● **THE PROBLEM**
Go through the entries below and pick out every line with "Forum".

● **SOURCE INFORMATION**
*** Begin section ***

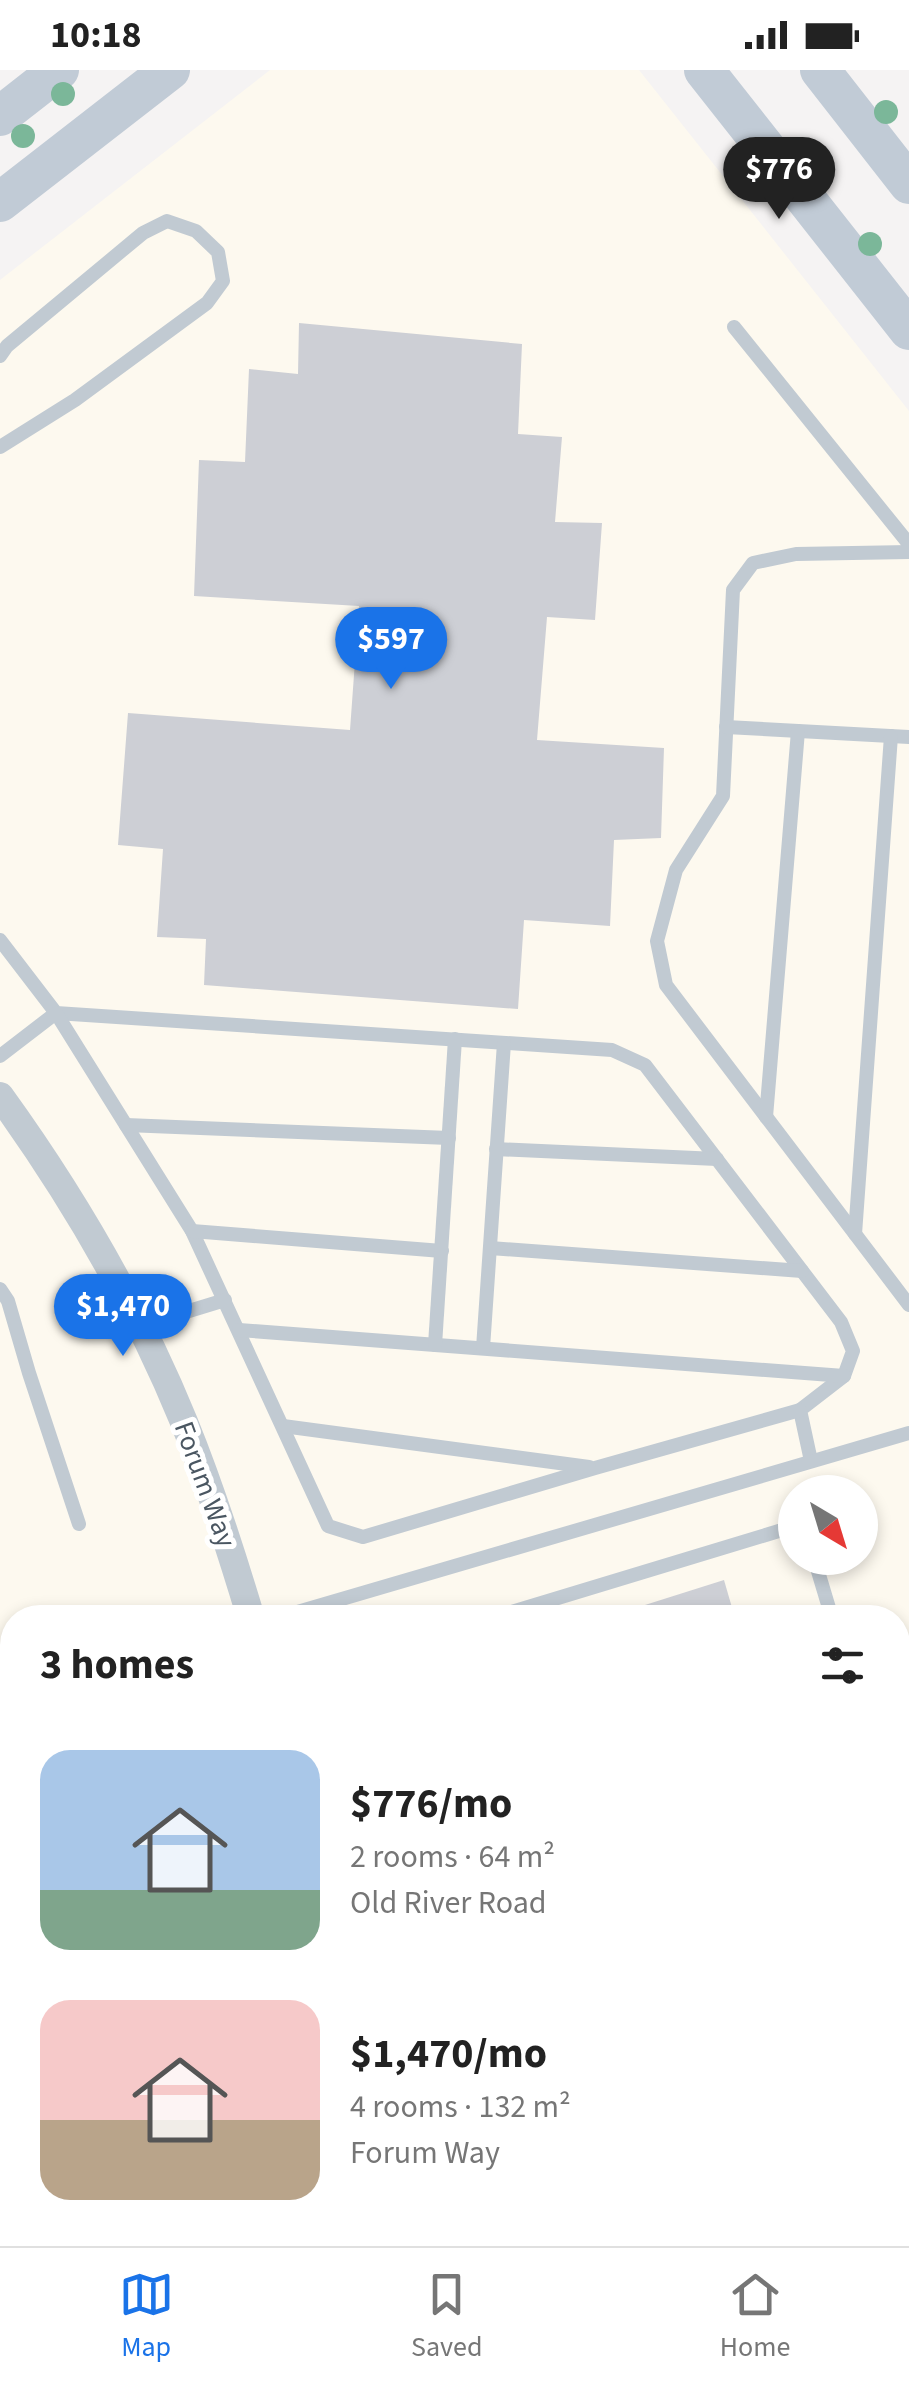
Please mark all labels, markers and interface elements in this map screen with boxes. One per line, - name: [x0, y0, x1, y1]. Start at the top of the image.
- text: 10:18: [50, 8, 142, 62]
- pin: $776: [720, 137, 838, 222]
- text: $776: [745, 146, 813, 192]
- pin: $597: [332, 607, 450, 692]
- text: $597: [357, 616, 425, 662]
- pin: $1,470: [42, 1274, 204, 1359]
- text: $1,470: [76, 1283, 170, 1329]
- street label: Forum Way: [164, 1416, 246, 1553]
- north arrow: [778, 1475, 878, 1575]
- map controls: [778, 1475, 878, 1575]
- text: 3 homes: [40, 1635, 194, 1695]
- icon: filters: [815, 1638, 870, 1693]
- text: $776/mo: [350, 1774, 512, 1834]
- icon: home: [120, 1790, 240, 1910]
- text: 2 rooms · 64 m²: [350, 1834, 555, 1880]
- text: Old River Road: [350, 1880, 547, 1926]
- text: $1,470/mo: [350, 2024, 547, 2084]
- icon: home: [120, 2040, 240, 2160]
- text: 4 rooms · 132 m²: [350, 2084, 571, 2130]
- text: Forum Way: [350, 2130, 500, 2176]
- tab: Map: [119, 2267, 174, 2367]
- tab: Saved: [411, 2267, 482, 2367]
- tab: Home: [720, 2267, 790, 2367]

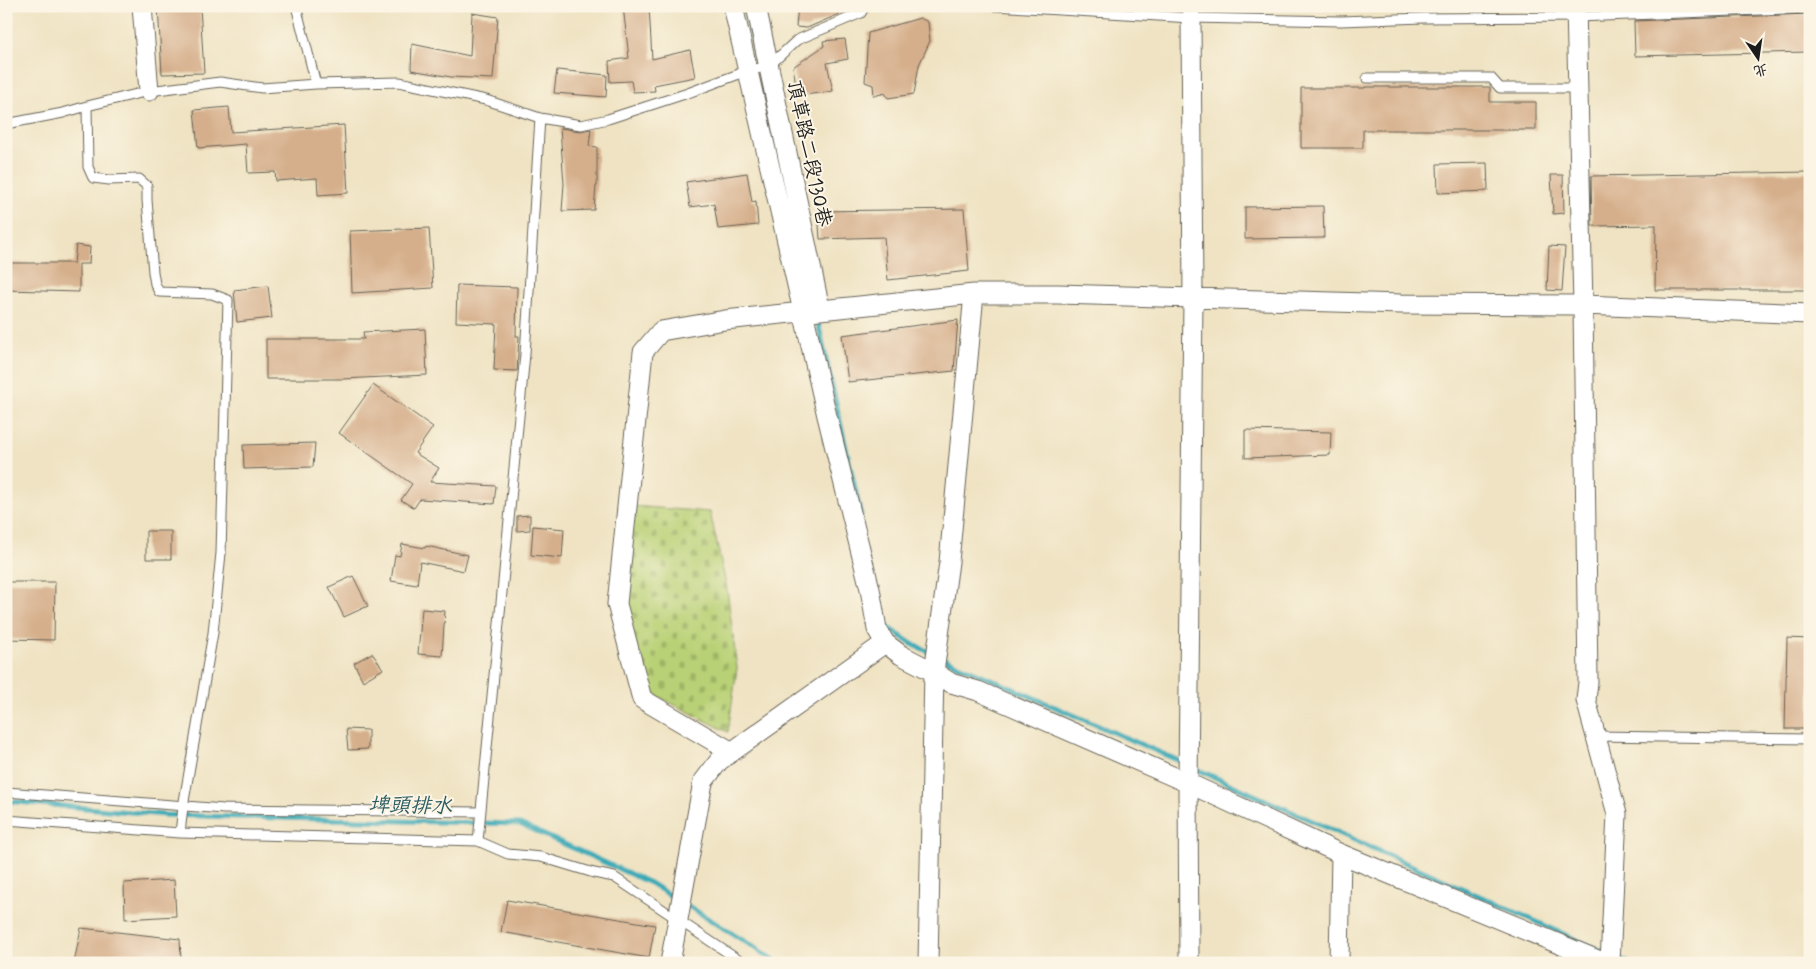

*** End section ***

● **RESPONSE AREA**
- street label: Forum Way: [164, 1416, 246, 1553]
- text: Forum Way: [350, 2130, 500, 2176]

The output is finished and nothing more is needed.